Alla fine di settembre il fondatore di Wikileaks Julian Assange ha scritto su Twitter che il conflitto della Catalogna è la prima "guerra di internet":

"La prima guerra di internet al mondo è iniziata in Catalogna. La gente e il governo sono impegnati nell'organizzazione di un referendum sull'indipendenza, e l'intelligence spagnola va all'attacco, bloccando reti di telecomunicazione, censurando centinaia di siti web e protocolli internet".

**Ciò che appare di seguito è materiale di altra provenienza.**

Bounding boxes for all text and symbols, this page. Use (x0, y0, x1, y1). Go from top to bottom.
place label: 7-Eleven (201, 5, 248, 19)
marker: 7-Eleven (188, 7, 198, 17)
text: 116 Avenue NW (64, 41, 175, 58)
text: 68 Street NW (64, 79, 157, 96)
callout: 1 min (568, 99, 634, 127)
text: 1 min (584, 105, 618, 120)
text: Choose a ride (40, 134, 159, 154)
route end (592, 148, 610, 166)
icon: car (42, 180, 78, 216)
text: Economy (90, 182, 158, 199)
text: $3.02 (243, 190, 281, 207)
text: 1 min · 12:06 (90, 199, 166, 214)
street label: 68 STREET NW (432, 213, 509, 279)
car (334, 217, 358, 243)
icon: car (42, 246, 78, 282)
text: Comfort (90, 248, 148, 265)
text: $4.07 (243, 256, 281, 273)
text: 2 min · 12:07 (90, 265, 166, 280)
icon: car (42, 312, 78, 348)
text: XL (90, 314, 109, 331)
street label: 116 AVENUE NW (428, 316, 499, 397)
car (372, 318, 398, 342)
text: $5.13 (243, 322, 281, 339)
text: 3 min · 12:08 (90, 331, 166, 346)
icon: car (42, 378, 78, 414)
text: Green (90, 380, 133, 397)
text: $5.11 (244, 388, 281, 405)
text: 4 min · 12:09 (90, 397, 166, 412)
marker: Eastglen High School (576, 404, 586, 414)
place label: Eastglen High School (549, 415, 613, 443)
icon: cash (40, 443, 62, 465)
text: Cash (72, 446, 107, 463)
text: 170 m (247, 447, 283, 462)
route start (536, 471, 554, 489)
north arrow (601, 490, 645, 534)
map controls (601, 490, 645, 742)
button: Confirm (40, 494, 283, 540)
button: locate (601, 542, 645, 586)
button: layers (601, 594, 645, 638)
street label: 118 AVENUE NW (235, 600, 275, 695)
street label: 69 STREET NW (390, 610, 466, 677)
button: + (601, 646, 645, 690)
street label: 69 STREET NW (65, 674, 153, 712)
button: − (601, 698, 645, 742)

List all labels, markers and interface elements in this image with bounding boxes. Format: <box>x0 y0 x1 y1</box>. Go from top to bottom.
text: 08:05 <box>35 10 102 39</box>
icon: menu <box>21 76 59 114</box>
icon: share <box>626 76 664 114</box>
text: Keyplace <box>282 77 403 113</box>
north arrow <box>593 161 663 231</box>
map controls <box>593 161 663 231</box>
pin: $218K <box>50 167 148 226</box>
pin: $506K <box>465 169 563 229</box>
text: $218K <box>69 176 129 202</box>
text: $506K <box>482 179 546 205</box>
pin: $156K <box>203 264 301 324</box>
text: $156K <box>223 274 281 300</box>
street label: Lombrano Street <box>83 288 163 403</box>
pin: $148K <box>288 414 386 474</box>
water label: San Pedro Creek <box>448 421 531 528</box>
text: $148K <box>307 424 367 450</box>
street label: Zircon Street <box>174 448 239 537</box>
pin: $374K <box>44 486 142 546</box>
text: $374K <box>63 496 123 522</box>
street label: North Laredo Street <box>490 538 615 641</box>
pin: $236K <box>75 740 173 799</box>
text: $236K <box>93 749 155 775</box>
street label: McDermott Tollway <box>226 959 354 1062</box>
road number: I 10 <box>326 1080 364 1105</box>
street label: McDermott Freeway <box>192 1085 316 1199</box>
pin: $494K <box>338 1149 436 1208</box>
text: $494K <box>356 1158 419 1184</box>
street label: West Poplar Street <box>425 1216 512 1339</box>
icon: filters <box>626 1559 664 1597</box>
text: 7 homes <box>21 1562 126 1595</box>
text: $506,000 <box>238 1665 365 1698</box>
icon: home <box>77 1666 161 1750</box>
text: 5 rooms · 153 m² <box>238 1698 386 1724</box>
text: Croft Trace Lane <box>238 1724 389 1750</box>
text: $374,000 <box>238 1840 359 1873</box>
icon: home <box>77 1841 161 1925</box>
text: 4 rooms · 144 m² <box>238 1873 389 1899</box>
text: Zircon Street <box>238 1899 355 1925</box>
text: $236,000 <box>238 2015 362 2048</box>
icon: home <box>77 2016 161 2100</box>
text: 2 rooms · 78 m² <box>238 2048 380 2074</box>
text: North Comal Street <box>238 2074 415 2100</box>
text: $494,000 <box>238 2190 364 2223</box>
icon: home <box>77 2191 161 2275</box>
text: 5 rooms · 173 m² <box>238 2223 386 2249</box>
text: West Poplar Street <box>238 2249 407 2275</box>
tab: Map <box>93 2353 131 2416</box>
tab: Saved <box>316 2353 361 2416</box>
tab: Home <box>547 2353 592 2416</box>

Assange può essere definito un "messaggero della guerra catalana" nello spazio globale di Internet: grazie a lui un vasto pubblico ha imparato a conoscere il concetto di "guerra di internet", e ha esortato i suoi sostenitori ad aiutare a smascherare i metodi di censura della polizia spagnola. Julian ha definito il conflitto in Catalogna "il più importante nel confronto occidentale tra il popolo e lo Stato dopo la caduta del muro di Berlino, utilizzando solo le tecniche del 2017: VPN, server proxy, mirror e chat criptate alla sorveglianza on-line e di censura, i bot di propaganda e di protezione personale".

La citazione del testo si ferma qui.